-- Extracted records follows --

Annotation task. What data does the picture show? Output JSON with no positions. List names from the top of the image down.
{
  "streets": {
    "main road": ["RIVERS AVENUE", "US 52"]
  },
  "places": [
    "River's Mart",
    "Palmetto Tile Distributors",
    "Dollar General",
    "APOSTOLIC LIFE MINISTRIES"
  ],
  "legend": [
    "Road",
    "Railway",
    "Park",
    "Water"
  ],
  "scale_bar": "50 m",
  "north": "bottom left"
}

-- Extracted records concluded --

▸ **Action item**
Set down the whole of the data, exactly as it stands.

▸ **Solved problem**
Annotation task. What data does the picture show? Output JSON with no positions. List names from the top of the image down.
{
  "streets": {
    "main road": ["RIVERS AVENUE", "US 52"]
  },
  "places": [
    "River's Mart",
    "Palmetto Tile Distributors",
    "Dollar General",
    "APOSTOLIC LIFE MINISTRIES"
  ],
  "legend": [
    "Road",
    "Railway",
    "Park",
    "Water"
  ],
  "scale_bar": "50 m",
  "north": "bottom left"
}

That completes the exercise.